C’était plus ou moins accidentel. Nous étions en train de travailler sur The Limits of Control et j’essayais d’assembler la bande-son à partir de morceaux existants. Il y avait des séquences où un type entrait dans des musées, il ne regardait qu’un seul tableau, puis il repartait. Rien ne semblait aller avec. À cette époque-là, j’avais déjà travaillé sur d’autres projets musicaux. Jack White m’avait demandé un remix de « Blue Orchid » par The White Stripes. Le monteur avec qui je travaillais m’a suggéré d’essayer de composer moi-même la bande-son de ces séquences. Après tout, qu’avions-nous à perdre ? Tout s’est très bien passé. J’étais un peu intimidé, parce que je connaissais beaucoup de musiciens exceptionnels et j’avais travaillé avec des gens comme RZA, Neil Young et Tom Waits. À l’origine, je me demandais pourquoi j’envisageais de composer moi-même alors qu’il y a tous ces gens si doués. Les circonstances étaient ce qu’elles étaient – pour ces films, c’était nécessaire, et par la suite, nous avons continué ainsi.
J’imagine que c’est agréable d’avoir des projets qui n’ont rien à voir avec le cinéma (pas que j’aie quelque chose contre le cinéma).
Oui, absolument. Le monde du cinéma est devenu étrange, l’aspect financier. Les choses sont si différentes aujourd’hui. Des gens incroyables m’ont aidé à faire mes films et je ne veux pas dire du mal d’eux, mais j’ai parfois l’impression qu’il faut se mettre à genoux devant les banquiers qui vous donnent les moyens de travailler et les remercier. Je suis là, avec un script et des acteurs, ai-je vraiment besoin de me mettre à genoux alors que je ne suis même pas payé ? Dans mon cas, ce n’est pas toujours aussi noir, mais les choses ont beaucoup changé. J’ai des amis qui sont en train de finir un documentaire. Leurs financeurs ont regardé leur budget et se sont étonnés du fait que le réalisateur était lui aussi rémunéré. À peine 25 000 $ pour quatre ans de travail, il me semble. Vraiment, les gars ? Donc oui, ne pas avoir affaire à ces bêtises, ça fait du bien.
Dennis Hopper a affirmé, un jour, lors d’un entretien : « Faire un mauvais film est tout aussi difficile que faire un bon film. C’est putain de difficile. » C’est vrai. Faire un film, c’est dur. Il n’y a rien de simple. Vous donnez beaucoup de votre personne. Il vous faut de la force. Wernor Herzog dit toujours que « vous devez être un athlète pour survivre, physiquement ». Il a raison. Chaque personne aura sa façon de faire, mais un film demande énormément d’énergie, de concentration et d’attention. Ce n’est pas facile. Pour moi, l’union de toutes ces formes d’art rend le cinéma extrêmement enrichissant. C’est un format qui me donne beaucoup de joie. J’adore ça. Je suis un grand cinéphile, donc je dévore les films depuis mon enfance, comme un obsédé. Je dévore aussi la musique, les livres et d’autres choses comme un obsédé. Mais j’aime tellement les films que c’est vers eux que je finirai toujours par me tourner.

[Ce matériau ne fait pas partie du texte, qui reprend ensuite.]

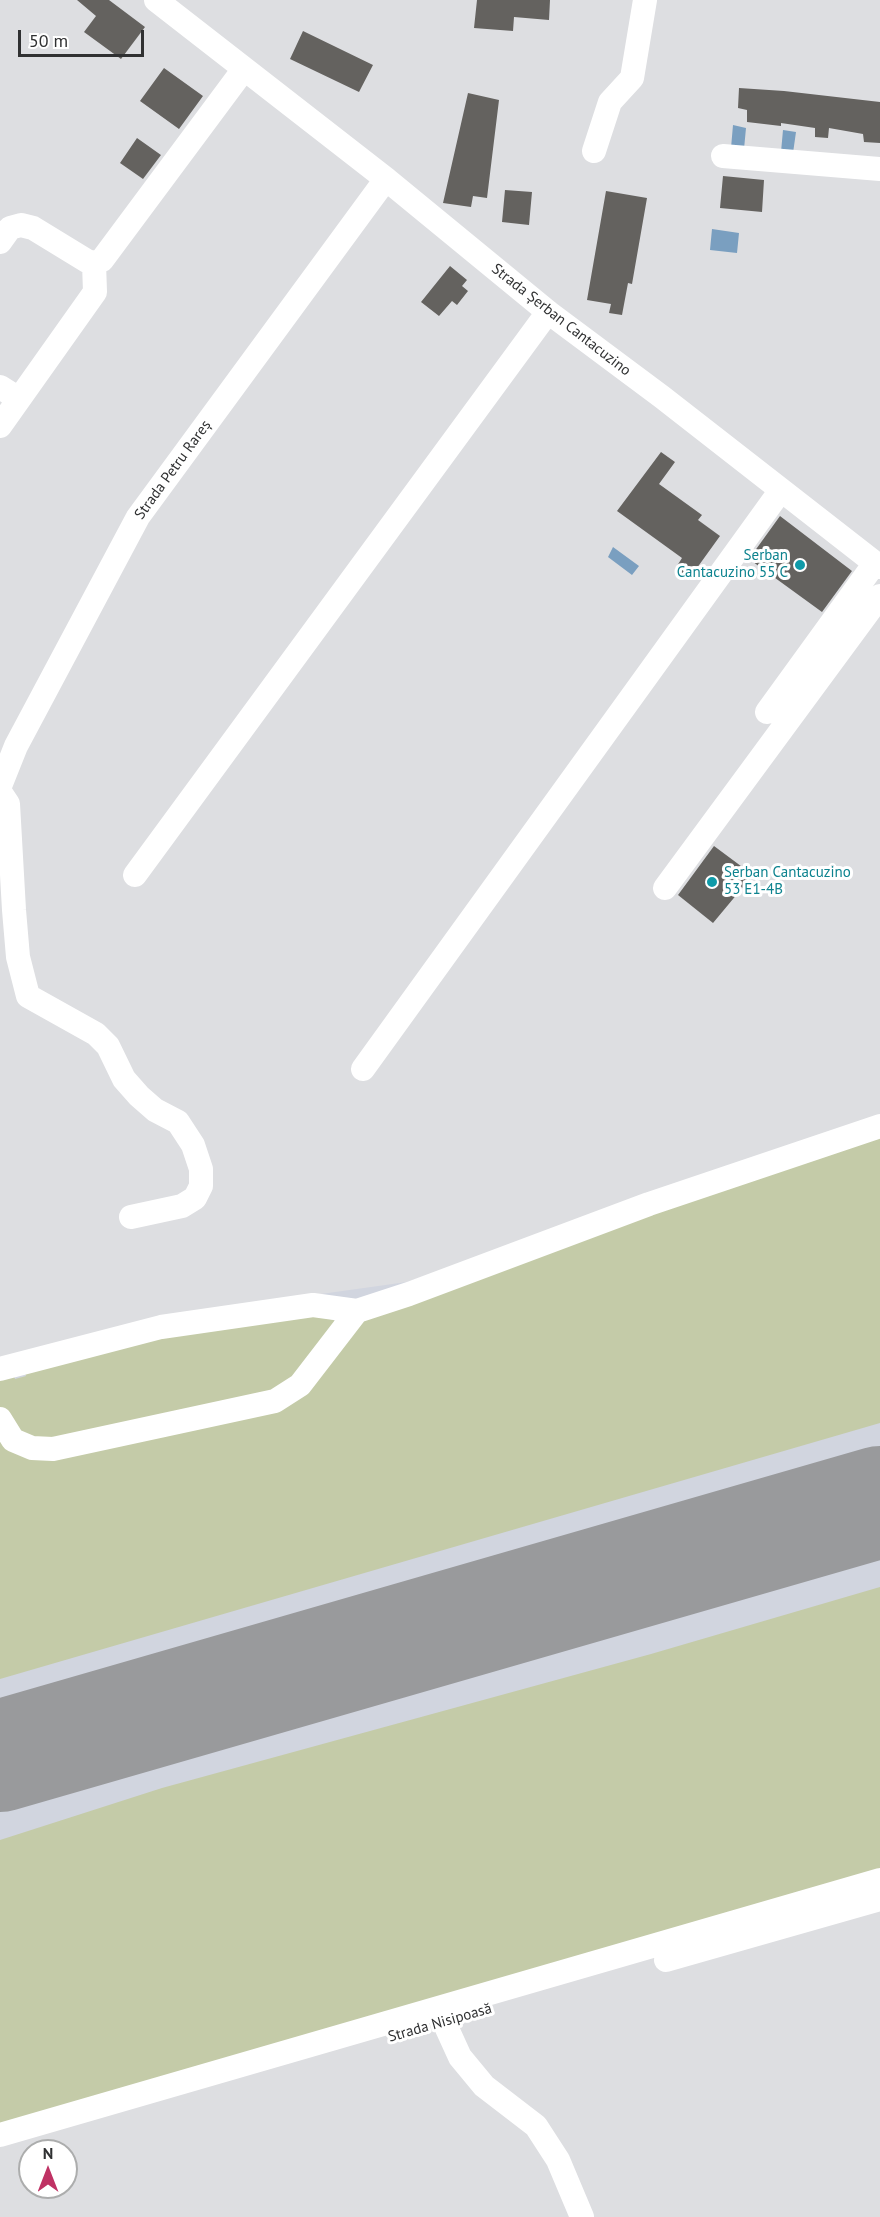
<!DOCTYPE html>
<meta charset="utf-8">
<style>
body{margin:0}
#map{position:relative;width:880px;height:2217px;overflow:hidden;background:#dddee1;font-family:"PT Sans",sans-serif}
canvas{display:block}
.north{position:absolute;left:18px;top:2139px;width:60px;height:60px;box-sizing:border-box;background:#fff;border:2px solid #acadad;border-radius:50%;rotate:0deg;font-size:16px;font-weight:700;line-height:24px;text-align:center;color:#303132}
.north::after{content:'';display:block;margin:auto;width:21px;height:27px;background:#bf3264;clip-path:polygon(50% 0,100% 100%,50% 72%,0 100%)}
.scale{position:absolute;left:18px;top:30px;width:126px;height:27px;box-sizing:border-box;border:3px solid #303132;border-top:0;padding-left:8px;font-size:18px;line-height:21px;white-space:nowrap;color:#303132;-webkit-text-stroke:4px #fff;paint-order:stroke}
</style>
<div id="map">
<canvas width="880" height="2217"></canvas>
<div class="north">N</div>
<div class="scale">50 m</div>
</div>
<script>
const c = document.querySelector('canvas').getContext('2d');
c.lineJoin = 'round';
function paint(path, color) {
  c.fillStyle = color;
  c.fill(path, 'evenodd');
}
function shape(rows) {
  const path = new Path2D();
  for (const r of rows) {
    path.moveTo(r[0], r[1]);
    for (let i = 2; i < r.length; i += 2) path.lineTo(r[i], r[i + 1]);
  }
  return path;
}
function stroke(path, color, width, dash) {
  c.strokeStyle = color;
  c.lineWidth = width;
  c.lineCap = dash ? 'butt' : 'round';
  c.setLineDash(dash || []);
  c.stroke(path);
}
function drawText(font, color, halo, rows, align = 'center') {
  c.font = font + ' "PT Sans",sans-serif';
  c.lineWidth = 6;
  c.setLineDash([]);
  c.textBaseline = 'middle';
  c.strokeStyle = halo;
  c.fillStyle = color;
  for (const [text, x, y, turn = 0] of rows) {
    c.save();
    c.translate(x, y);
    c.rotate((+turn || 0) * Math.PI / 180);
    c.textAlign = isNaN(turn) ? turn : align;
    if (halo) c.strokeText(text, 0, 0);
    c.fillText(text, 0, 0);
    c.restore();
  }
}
const built = shape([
 [880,1121,880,1891,0,2146,0,1362,235,1306,407,1282]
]);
const green = shape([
 [880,1132,880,1423,0,1679,0,1433,25,1454,277,1404,367,1315],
 [309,1312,342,1323,279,1393,61,1445,20,1437,0,1407,0,1377,13,1373,15,1379,26,1376,24,1370,136,1341],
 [880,1587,880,1876,0,2130,0,1840,162,1788,651,1654]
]);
const water = shape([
 [733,125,746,128,744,149,731,148],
 [783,130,796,132,793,153,781,152],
 [712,229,739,233,737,253,710,250],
 [613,547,639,566,632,575,608,557]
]);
const runway = shape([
 [0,1756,880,1502]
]);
const building = shape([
 [77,0,109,0,145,27,121,59,84,32,96,16],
 [477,0,550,0,549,20,514,17,513,31,474,28],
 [303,31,373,65,359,92,290,59],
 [164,68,203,96,179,129,140,101],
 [739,88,784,91,880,102,880,143,864,142,863,134,829,128,828,138,815,137,815,128,781,123,781,126,747,122,747,110,738,108],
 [468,93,499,100,487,198,473,196,471,207,443,203],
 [137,138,161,155,143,179,120,163],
 [723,176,764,180,762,212,720,208],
 [505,190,532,192,529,225,502,222],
 [606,191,647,198,632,284,628,283,622,315,609,313,611,304,587,300],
 [450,266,467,280,462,286,468,291,457,305,452,301,439,316,421,302],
 [661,452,675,462,659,484,702,515,698,520,720,536,689,579,675,569,682,558,617,511],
 [780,516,852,571,822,612,749,559],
 [714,846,753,875,713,923,678,895]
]);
const minor = shape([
 [156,0,386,179,548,312,662,397,880,567],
 [594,151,610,102,632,78,645,0],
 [723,156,880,169],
 [0,242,10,228,21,225,33,228,87,261,94,263,102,260,244,69],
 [0,387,19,399],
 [0,426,95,292,94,263],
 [767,712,875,563],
 [0,786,16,746,138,517,386,179],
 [0,792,8,804,14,910,18,957,28,996,96,1034,108,1046,124,1079,139,1096,155,1110,178,1122,193,1145,201,1169,201,1186,195,1198,182,1206,131,1217],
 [135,875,548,312],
 [665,888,880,596],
 [363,1069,781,490],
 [0,1369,161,1327,313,1305,357,1311,409,1294,649,1204,880,1126],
 [0,1419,13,1440,32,1448,53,1449,275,1401,300,1385,357,1311],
 [666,1960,880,1899],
 [444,2022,460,2057,484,2086,536,2126,558,2160,582,2217],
 [0,2135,880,1880]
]);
const markers = [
 [800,565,6,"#0f9aa8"],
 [712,882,6,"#0f9aa8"]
];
const streetNames = [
 ["Strada Șerban Cantacuzino",561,320,38],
 ["Strada Petru Rareș",173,470,-54],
 ["Strada Nisipoasă",440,2023,-16]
];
const cultureNames = [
 ["Serban",788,556],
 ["Cantacuzino 55 C",788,573],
 ["Serban Cantacuzino",724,873,"left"],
 ["53 E1-4B",724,890,"left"]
];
paint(built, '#d1d5df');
paint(green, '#c4cba8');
paint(water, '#7a9fc0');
stroke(runway, '#999a9c', 112);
paint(building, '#64625f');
stroke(minor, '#fff', 24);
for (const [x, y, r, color] of markers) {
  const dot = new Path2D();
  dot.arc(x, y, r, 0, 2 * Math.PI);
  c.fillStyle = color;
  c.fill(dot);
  stroke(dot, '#fff', 2);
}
drawText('15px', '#303132', '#fff', streetNames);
drawText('15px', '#0d838f', '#fff', cultureNames, 'right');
</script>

Bien entendu, beaucoup d’artistes ne s’adonnent qu’à une chose, mais la multiplication des formes d’expression créative me semble utile. Elle soulage la pression.
Je trouve cela très vrai. Vous savez, chaque personne est unique et devra trouver sa méthode de travail, mais il est agréable de pouvoir essayer des choses différentes. Je ne suis pas réalisateur professionnel. J’insiste catégoriquement sur le fait que je suis un amateur, en partie parce que le mot « amateur » veut dire « l’amour d’une forme », tandis que le terme « professionnel » signifie « je le fais pour l’argent ». Donc je suis réalisateur amateur parce que j’aime ce format. Je ne dis pas non plus que je suis « artiste », mais plutôt que je m’imprègne de beaucoup de sources d’inspiration et que, d’une façon ou d’une autre, je finis par créer ce que j’ai à créer. Il paraît que d’autres personnes vivent quelque chose de similaire. David Lynch, par exemple. Il faut de la musique. Il peint. Il fait beaucoup de choses. Il y a pas mal de réalisateurs qui travaillent sur différentes formes d’expression. Certaines personnes ont besoin de s’exprimer de différentes façons, d’autres non. Elles ont cette chose à faire et elles la font, comme des créatures unicellulaires. Elles ont tout mon respect. C’était mon cas pendant assez longtemps, quand je ne faisais que des films, mais un jour, j’ai compris que mon vrai métier allait plus loin.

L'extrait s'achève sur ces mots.